As long as each program outputs one line at a time, and the lines are short enough, the output lines will be neatly separated. But there's a limit to how long the lines can be for this to work. The pipe itself has a transfer buffer. When a program outputs to a pipe, the data is copied from the writer program to the pipe's transfer buffer, and then later from the pipe's transfer buffer to the reader program. (At least conceptually — the kernel may sometimes optimize this to a single copy.)

If there's more data to copy than fits in the pipe's transfer buffer, then the kernel copies one bufferful at a time. If multiple programs are writing to the same pipe, and the first program that the kernel picks wants to write more than one bufferful, then there's no guarantee that the kernel will pick the same program again the second time. For example, if P is the buffer size, foo wants to write 2*P bytes and bar wants to write 3 bytes, then one possible interleaving is P bytes from foo, then 3 bytes from bar, and P bytes from foo.

Coming back to the yes+grep example above, on my system, yes aaaa happens to write as many lines as can fit in a 8192-byte buffer in one go. Since there are 5 bytes to write (4 printable characters and the newline), that means it writes 8190 bytes every time. The pipe buffer size is 4096 bytes. It is therefore possible to get 4096 bytes from yes, then some output from grep, and then the rest of the write from yes (8190 - 4096 = 4094 bytes). 4096 bytes leaves room for 819 lines with aaaa and a lone a. Hence a line with this lone a followed by one write from grep, giving a line with abbbb.

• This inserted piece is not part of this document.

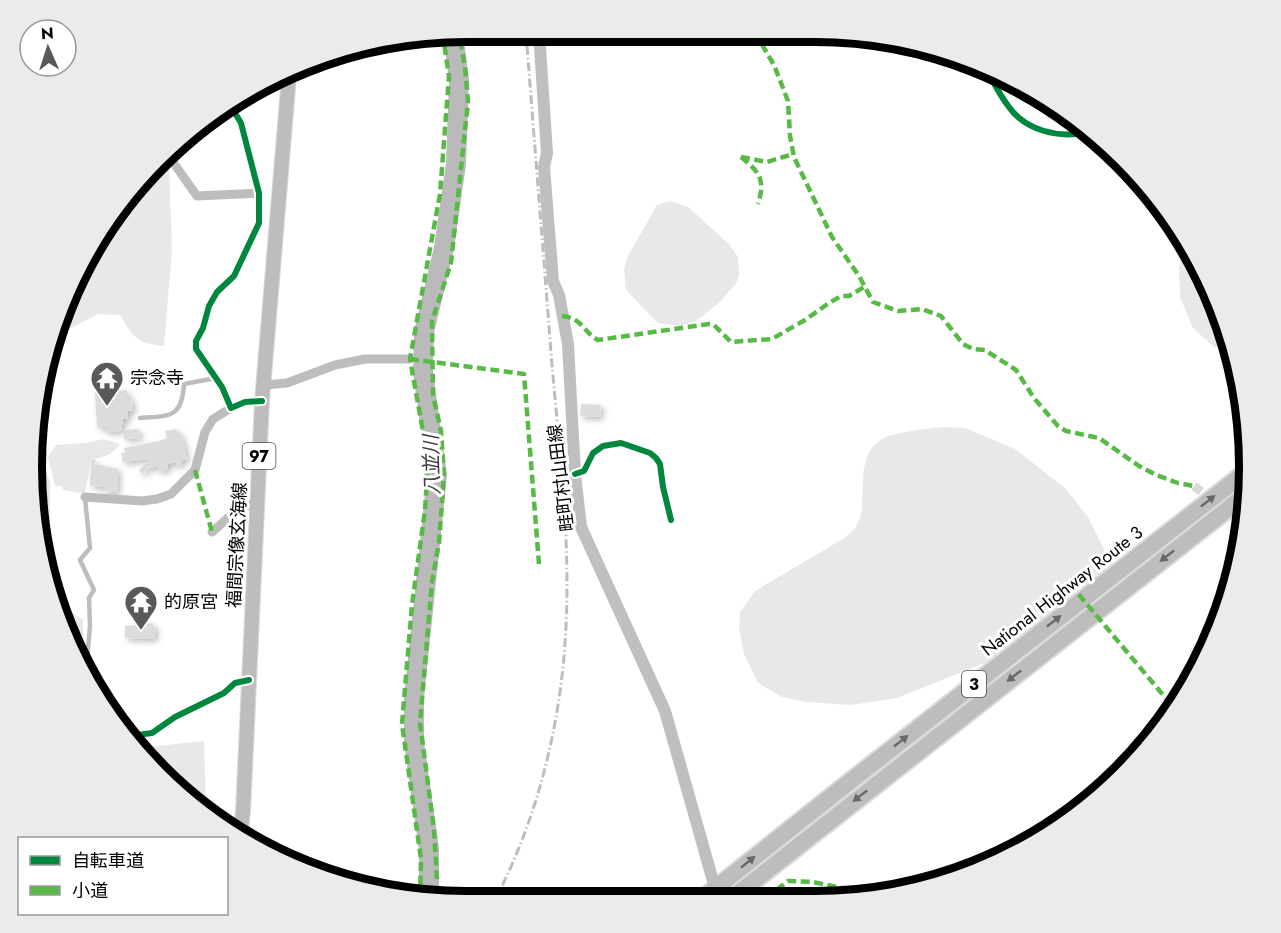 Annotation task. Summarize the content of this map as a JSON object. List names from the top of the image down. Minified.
{"streets":{"highway":["National Highway Route 3","3"],"main road":["97","畦町村山田線","福間宗像玄海線"]},"water":["八並川"],"places":{"temple":["宗念寺","的原宮"]},"legend":["自転車道","小道"],"north":"top"}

If you want to see the details of what's going on, then getconf PIPE_BUF . will tell you the pipe buffer size on your system, and you can see a complete list of system calls made by each program with

strace -s9999 -f -o line_buffered.strace sh -c '{ stdbuf -oL yes aaaa & while true; do echo bbbb; done | grep --line-buffered b & }' | head -n 999999 | grep -e ab -e ba

How to guarantee clean line interleaving

If the line lengths are smaller than the pipe buffer size, then line buffering guarantees that there won't be any mixed line in the output.

If the line lengths can be larger, there's no way to avoid arbitrary mixing when multiple programs are writing to the same pipe. To ensure separation, you need to make each program write to a different pipe, and use a program to combine the lines. For example GNU Parallel does this by default.